The greater sound pressure of /s/ in the prevocalic
position is in agreement with the variation of air pressure
during the syllable, as shown by the tracings of
Stetson. 69 During the course of measurement an interesting
durational tendency was noted. The time interval
between the prevocalic and postvocalic consonant
maxima did not change greatly with syllabic level; at
the low and high levels the mean intervals were 0.36
and 0.37 sec, respectively. Within that interval, at low
level, the vowel maximum was fairly well centered; the
respective C-V and V-C means were 0.17 and 0.19 sec.
At high level, however, the mean C-V interval was
0.15 sec and the V-C interval 0.22 sec, so that the syllable
became definitely asymmetrical.

Effect of Vowel

It may be seen in Fig. 2 that the median consonant
varied from syllable to syllable within level, the variation
with vowel being more pronounced at the high
95level.

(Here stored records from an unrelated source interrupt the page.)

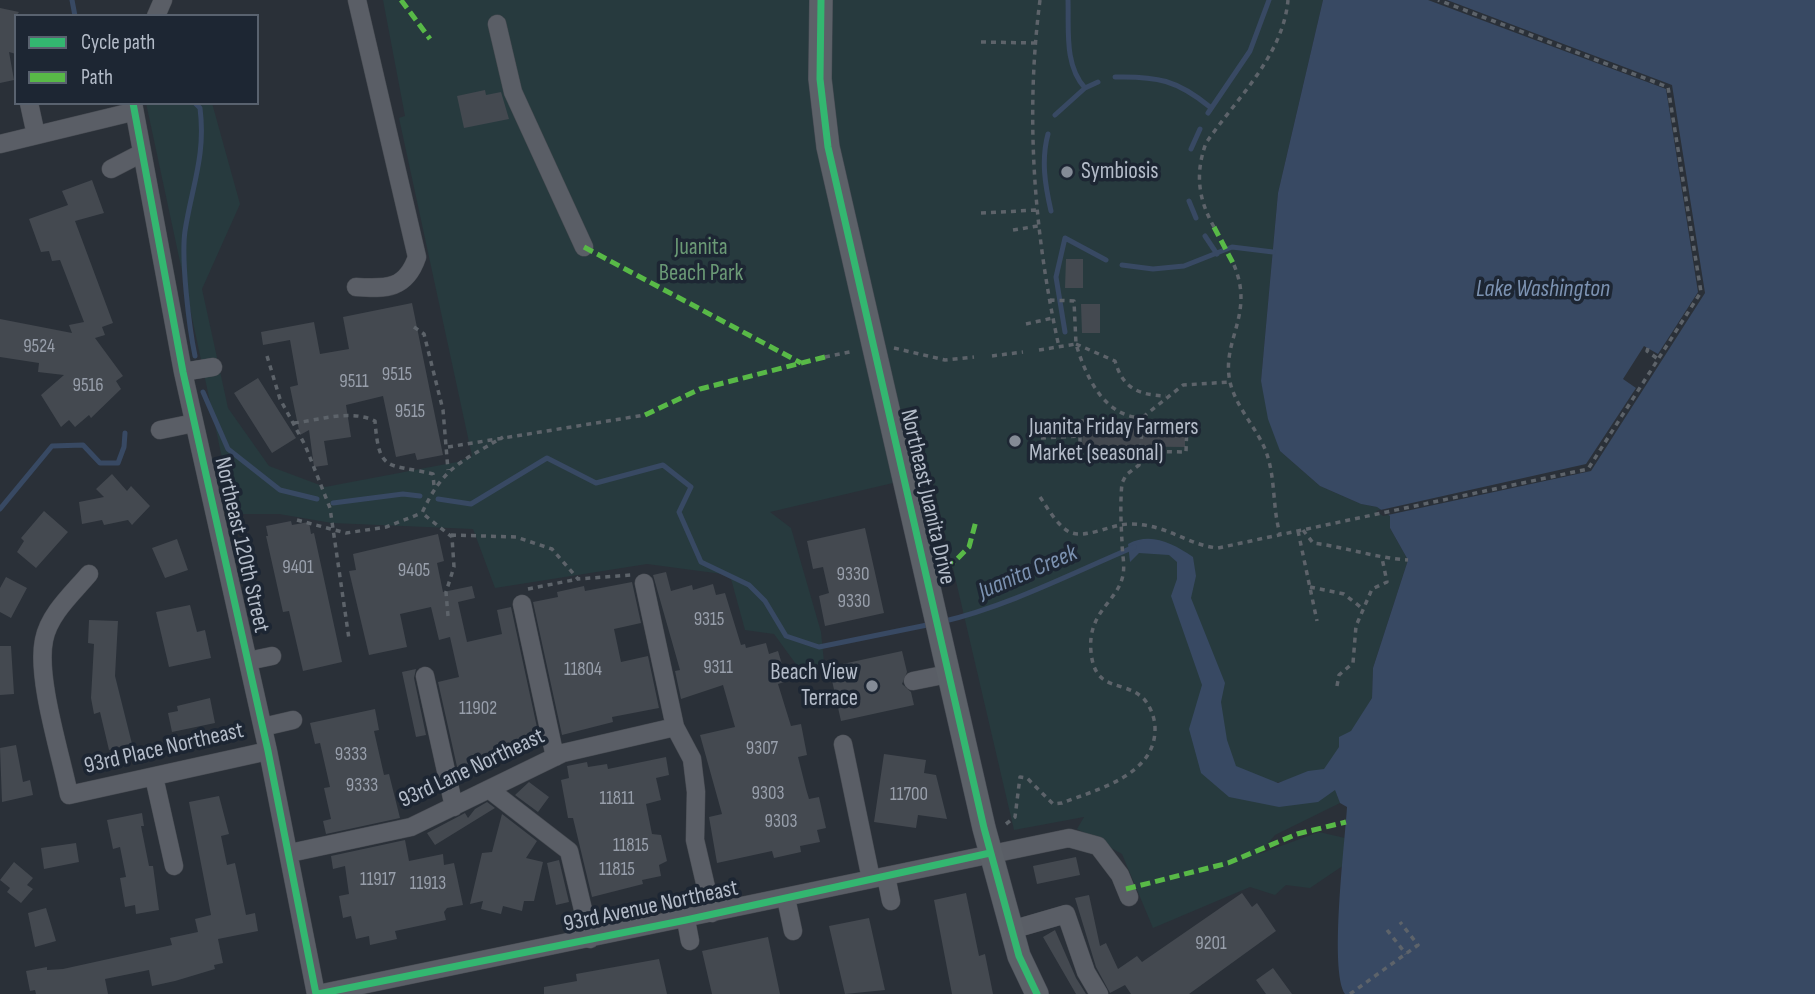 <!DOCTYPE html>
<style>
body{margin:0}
#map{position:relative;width:1815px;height:994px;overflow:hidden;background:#2a3038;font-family:"Sofia Sans Condensed",sans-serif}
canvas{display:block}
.legend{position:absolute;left:14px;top:14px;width:245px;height:91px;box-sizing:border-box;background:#1d2633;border:2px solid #59626f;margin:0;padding:9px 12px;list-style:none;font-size:21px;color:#b4bcc9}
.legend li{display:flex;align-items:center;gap:14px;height:35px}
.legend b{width:35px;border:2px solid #59626f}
</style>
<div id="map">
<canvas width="1815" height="994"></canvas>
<ul class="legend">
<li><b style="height:9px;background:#33b770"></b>Cycle path</li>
<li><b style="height:9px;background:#58b947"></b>Path</li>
</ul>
</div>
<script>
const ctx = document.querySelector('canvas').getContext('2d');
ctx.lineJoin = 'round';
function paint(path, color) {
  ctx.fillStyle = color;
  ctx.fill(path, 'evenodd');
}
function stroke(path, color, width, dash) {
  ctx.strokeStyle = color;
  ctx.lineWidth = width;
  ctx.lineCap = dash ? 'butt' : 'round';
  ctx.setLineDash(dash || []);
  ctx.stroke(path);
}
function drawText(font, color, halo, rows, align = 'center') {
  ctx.font = font + ' "Sofia Sans Condensed",sans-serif';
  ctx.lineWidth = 7;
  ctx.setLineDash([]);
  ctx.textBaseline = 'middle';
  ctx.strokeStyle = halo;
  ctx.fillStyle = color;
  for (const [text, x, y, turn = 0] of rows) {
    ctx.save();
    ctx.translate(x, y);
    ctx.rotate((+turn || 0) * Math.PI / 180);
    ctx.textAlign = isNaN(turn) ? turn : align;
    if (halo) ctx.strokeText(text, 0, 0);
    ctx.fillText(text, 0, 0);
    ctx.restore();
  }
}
paint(new Path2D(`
 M383 0H1323L1278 193 1261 381 1280 451 1320 486 1361 504 1377 507 1390 516V528L1408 560 1373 668 1372 698 1329 773 1224 792 1335 789 1340 803 1275 835 1259 854 1319 832 1345 838 1344 865 1310 888 1286 885 1275 895 1250 887 1153 928 1122 854 1077 829 1084 817 1014 830 931 474 770 512 791 528 821 632 824 662 801 671 774 634 745 630 730 575 647 564 495 588 473 529 332 523 279 514H234L146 103H212L240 204 202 289 228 408 269 466 325 487 457 462 472 456 399 118 405 116Z`), '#273a3e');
paint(new Path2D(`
 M1323 0H1815V994H1345C1329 970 1345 842 1347 807L1340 803 1335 790 1318 802 1279 807 1229 797 1201 773 1189 729 1202 685 1171 596 1177 579V562L1169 555 1139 553 1130 562 1128 544C1151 532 1172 543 1193 557L1196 576 1191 598 1225 683 1221 702 1227 740 1236 766 1278 783 1308 771 1324 769 1339 747V737L1351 731 1372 698 1373 668 1408 560 1390 528V516L1377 507 1361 504 1320 486 1280 451 1268 419 1261 381 1278 193Z`), '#384963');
paint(new Path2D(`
 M1428 0H1447L1672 85 1705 293 1591 471 1383 516 1376 511 1586 464 1636 388 1623 379 1644 346 1658 354 1698 292 1666 89Z`), '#2a3038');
stroke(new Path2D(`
 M72 0 75 16
 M1068 0C1069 29 1064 65 1085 88
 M1115 77C1157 76 1177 80 1210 107
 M195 103 200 108C206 155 192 186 185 231 181 259 189 327 195 356
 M1208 113 1250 51 1269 0
 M1055 115 1085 88 1098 82
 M1048 134C1041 160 1045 185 1051 211
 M1191 149 1200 129
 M1189 201 1196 218
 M1205 236 1217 254
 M1122 265 1153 269 1184 266 1232 247 1273 252
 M1065 332 1056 277 1065 238 1106 260
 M203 392 228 449 280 490 317 499
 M438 499 471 504 547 458 596 483 663 465 691 487 679 512 701 562 749 585 765 601 786 636 819 647 932 624
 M333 503 403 494 420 496
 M0 509 52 446 83 445 100 463H118L124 447 125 433
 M941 622C1009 606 1070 574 1134 547`), '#384963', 5);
paint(new Path2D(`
 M0 8 19 12 16 16V54L9 52 14 80 0 83Z
 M485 90 486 95 501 92 509 119 464 128 457 96Z
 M92 180 104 213 75 221 113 323 102 327 105 335 95 338 123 376 116 381 121 389 91 418 89 415 75 427 69 420 61 427 41 395 64 375 38 372 39 363 0 357V319L72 333 69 325 84 322 60 260 52 261 49 251 41 252 29 219 68 205 62 191Z
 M1066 259H1083V288H1065Z
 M412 303 443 455 417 460 415 453 396 457 383 396 346 405 351 437 324 441 328 465 314 467 309 430 300 435 290 387 298 385 290 340 263 345 261 332 314 322 320 354 349 349 343 317Z
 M1081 304H1100V333H1082Z
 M258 378 296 438 272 453 234 393Z
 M1083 426 1185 429V447L1082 446Z
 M112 474 127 491 131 486 150 506 132 525 128 520 104 525 102 520 82 524 79 502 104 497 96 489Z
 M44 511 68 532 36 568 17 552 24 541 21 538Z
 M291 521 292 525 309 522 311 534 314 533 342 662 303 671 289 611 283 612 266 536H268L266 526Z
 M865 528 884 613 825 626 819 596 829 593 823 567 813 569 807 541Z
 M438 534 444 561 437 563 443 592 472 586 475 598 458 602 467 642 502 634 497 610 511 607 538 732 526 735 528 747 509 751 510 760 470 768 472 777 460 780 438 682 459 677 450 637 439 640 431 607 400 614 407 647 369 655 349 571 356 570 353 554Z
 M177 539 188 570 165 578 152 548Z
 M666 572 671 591 692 585 693 590 713 584 716 595 725 593 741 645 745 644 746 648 766 643 769 654 778 651 787 681 778 684 791 726 801 724 807 755 798 757 806 789 809 799 819 797 826 828 817 830 820 842 800 846 801 852 774 858 772 851 717 863 709 817 722 814 700 735 735 727 723 685 681 699 675 671 680 670 653 575Z
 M6 577 27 588 11 618 0 612V588Z
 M632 582 641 623 614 629 621 662 648 656 659 708 612 717 613 722 562 735 533 602 558 597 557 592 584 586 585 591Z
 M190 605 197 632 205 630 211 658 169 667 156 612Z
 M89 620 118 621 115 676 132 744 109 750 100 712 94 714 91 698 94 644 88 643Z
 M0 646H11L14 694 0 695Z
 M902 651 907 672 902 684 911 692 914 705 841 721 829 667Z
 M416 669 414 678 426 735 416 737 402 672Z
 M210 698 215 723 172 732 168 713 178 711 177 706Z
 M375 709 379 730 374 731 384 775 389 774 400 818 326 834 323 821 331 819 324 788 330 787 320 743 315 744 310 723Z
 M16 745 23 782 30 780 33 795 2 802 0 748Z
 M884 754 926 760 924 773 936 775 947 819 918 815 916 828 874 822Z
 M666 757 669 775 656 778 661 800 646 804 652 834 661 835 667 861 659 865 661 876 642 880 643 884 592 897 573 818H568L561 780 569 778 567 766 587 762 588 767 607 764 608 769Z
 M529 782 549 797 538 812 515 795Z
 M219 796 229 834 221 836 227 865 235 863 246 915 255 913 258 931 218 939 223 963 214 965 215 969 175 981 152 986 149 970 105 979 108 994H36L35 990 30 991 26 971 47 967V970L63 969 172 945 170 938 198 932 195 919 211 915 189 802Z
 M487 802 495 808 435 845 427 833 465 813 468 818 475 809Z
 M142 813 144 826H141L149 866H153L159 910 136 914 135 905 125 907 120 878 126 877 120 847 113 849 107 820Z
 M502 814 537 841 526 858 543 862 534 901H524L522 911 503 906 501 914 481 909 483 901 470 904 482 853 492 852Z
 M405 840 409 861 443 854 444 865 454 863 463 905 447 908 444 912 446 920 395 931 397 939 370 945 369 936 356 939 351 916 343 918 339 896 349 894 345 866 333 869 331 856Z
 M76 843 79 862 44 869 41 848Z
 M1076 857 1080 875 1037 884 1033 866Z
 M559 860 569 902 556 905 547 863Z
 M14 862 33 878 27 885 33 889 21 903 7 892 10 888 0 880Z
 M966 893 979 956 985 954 993 994H952L934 900Z
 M1242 893 1252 907 1257 903 1276 931 1189 994H1131L1125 985 1110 993 1096 967 1075 898 1089 895 1100 946 1106 943 1118 969 1137 956 1142 962Z
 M46 908 56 941 35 947 28 913Z
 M869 918 885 990 845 994 829 926Z
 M1055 930 1076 978 1086 994H1076L1043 937Z
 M768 937 780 994H712L702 951Z
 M659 959 667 994H544V987L577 981 576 974Z
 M1273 968 1292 994H1266L1256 980Z`), '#444950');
const minor = new Path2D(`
 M156 16 163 0
 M497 24 513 92 584 247
 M29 103 36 135
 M133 103 183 372 268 751 316 994
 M0 144 132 112
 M111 169 140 154
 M356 287C387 289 406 289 417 257L357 0
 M183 372 213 367
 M160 430 194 423
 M89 574C73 593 49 614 44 640 36 678 61 755 69 795L268 751
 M644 583 675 727 692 759 696 792 695 840 712 913
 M522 604 555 757
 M248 661 272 656
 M425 676 454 807
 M913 681 948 674
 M263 727 293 720
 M843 744 871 879
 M154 777 174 866
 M490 790 569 851 590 939
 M290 853 411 827 563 753 675 727
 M886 876 891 901
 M786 898 793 931
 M686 920 690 941
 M1011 930 1066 914 1086 972 1099 994
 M318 994 1069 838 1098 846 1120 875 1129 897`);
const major = new Path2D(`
 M821 0 820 79 828 147 984 828 1019 956 1037 994`);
stroke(minor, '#484c53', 19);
stroke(major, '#484c55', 24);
stroke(new Path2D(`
 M1040 0C1025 115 1034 234 1059 347
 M981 42 1035 43
 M981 213 1037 210
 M1214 227C1198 199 1195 173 1206 143 1236 99 1283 56 1288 0
 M1013 230 1038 226
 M1234 265C1255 315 1221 340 1230 382 1236 407 1255 426 1265 449 1276 476 1272 507 1280 534
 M1026 324 1053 318
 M414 327 424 334 443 410 448 470
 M1076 344 1115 361C1123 389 1139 395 1166 396
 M894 348 945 360 974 357
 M1648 348 1647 351 1658 359
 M1039 350 1076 344 1074 301 1050 300
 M267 356 280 399 305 445 330 508 349 639
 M992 356 1023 352
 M825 357 854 351
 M1143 417 1183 385 1230 382
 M294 423C320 420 351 409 375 421 379 474 388 463 433 474L434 486
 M1041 438 1080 436V450L1186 452 1187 423 1080 421V436
 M448 447 645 415
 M1040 497C1047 507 1059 529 1072 533 1088 538 1112 524 1130 524 1167 524 1187 545 1218 548L1588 469 1701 292 1668 87 1438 0
 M297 520 346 533 386 527 422 513
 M1303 530 1313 543C1345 547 1376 558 1408 560
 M1298 531 1317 621
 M451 535 516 537 552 549 578 579 631 575
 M1310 587 1344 594 1363 609
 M528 589 578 579
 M448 616 446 592 454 567 452 537 422 513C443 467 461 462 503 437
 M1337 686 1339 675 1353 663 1356 626 1372 589 1387 582 1382 558
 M1006 824 1015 817 1020 777 1027 778 1053 804 1062 803C1098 789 1156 775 1155 728 1155 718 1150 705 1143 698 1122 679 1095 693 1091 652 1087 611 1118 602 1123 575 1125 564 1122 553 1122 542 1121 523 1120 503 1122 483L1126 475 1139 465 1143 418C1104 417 1086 377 1076 344
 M1387 930 1406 954
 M1350 994 1418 945 1400 922`), '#5d636a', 3.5, [5, 5]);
stroke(minor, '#5a5e66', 18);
stroke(major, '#5c6168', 23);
stroke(new Path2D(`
 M401 0 430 39
 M1214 227 1234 265
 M584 247 801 363
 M645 415 700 389 825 357
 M947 569 969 547 976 521
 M1126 889 1228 863 1297 834 1346 822`), '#58b947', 5, [10, 5]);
stroke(new Path2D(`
 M821 0 820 79 828 147 984 828 1019 956 1037 994
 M133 103 183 372 268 751 316 994
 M318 994 686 920 990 853`), '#33b770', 7);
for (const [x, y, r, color] of [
 [1067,172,7,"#848b96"],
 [1015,441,7,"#848b96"],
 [872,686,7,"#848b96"]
]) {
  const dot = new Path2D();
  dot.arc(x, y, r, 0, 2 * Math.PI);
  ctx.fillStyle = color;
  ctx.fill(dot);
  stroke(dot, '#1d2633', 2.5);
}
drawText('19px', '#989fab', null, [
 ["9524",39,347],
 ["9515",397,375],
 ["9511",354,382],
 ["9516",88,386],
 ["9515",410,412],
 ["9401",298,568],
 ["9405",414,571],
 ["9330",853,575],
 ["9330",854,602],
 ["9315",709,620],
 ["9311",718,668],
 ["11804",583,670],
 ["11902",478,709],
 ["9307",762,749],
 ["9333",351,755],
 ["9333",362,786],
 ["9303",768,794],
 ["11700",909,795],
 ["11811",617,799],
 ["9303",781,822],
 ["11815",631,846],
 ["11815",617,870],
 ["11917",378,880],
 ["11913",428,884],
 ["9201",1211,944]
]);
drawText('23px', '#b4bcc9', '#1d2633', [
 ["Symbiosis",1081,172],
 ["Juanita Friday Farmers",1029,428],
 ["Market (seasonal)",1029,454],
 ["Beach View",858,673,"right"],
 ["Terrace",858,699,"right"]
], 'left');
drawText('23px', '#6b9a76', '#1d2633', [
 ["Juanita",701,248],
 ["Beach Park",701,274]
]);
drawText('23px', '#b4bcc9', '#1d2633', [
 ["Northeast Juanita Drive",927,497,77],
 ["Northeast 120th Street",241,545,77],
 ["93rd Place Northeast",164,749,-13],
 ["93rd Lane Northeast",472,769,-25],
 ["93rd Avenue Northeast",651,907,-12]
]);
drawText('italic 24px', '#7c92b1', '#1d2633', [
 ["Lake Washington",1543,290],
 ["Juanita Creek",1028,573,-23]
]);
</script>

The amount of consonant change which ensued
as a result of instructed change in syllabic effort, as
can be seen from the amount of vertical separation between
the open bars in the figure, differed strikingly
from vowel to vowel, vowel pressure essentially constant.
This separation became as large as 14 db in /sis/
and as small as nine decibels in /sʌs/. The significance
of the variation was assessed by means of Friedmann's
test which involves analysis of variance by ranks.7 This
nonparametric method was considered preferable to
the conventional analysis because of the logarithmic
data. The analysis took the form of five vowel syllables
by 20 subjects. For a given vowel syllable and subject
the basic entry was the consonant-consonant ratio between
the high and low levels. The procedure involved
ranking the five such entries for each subject. The
degrees of freedom, which are calculated in this test,
were 3.9 and 74.1. The F was 9.24, which is significant
beyond the 0.1% level. Thus, the evidence appears to
indicate that the degree of modulation of consonant
pressure which accompanies changes in syllabic level is
associated with the vowel of the syllable.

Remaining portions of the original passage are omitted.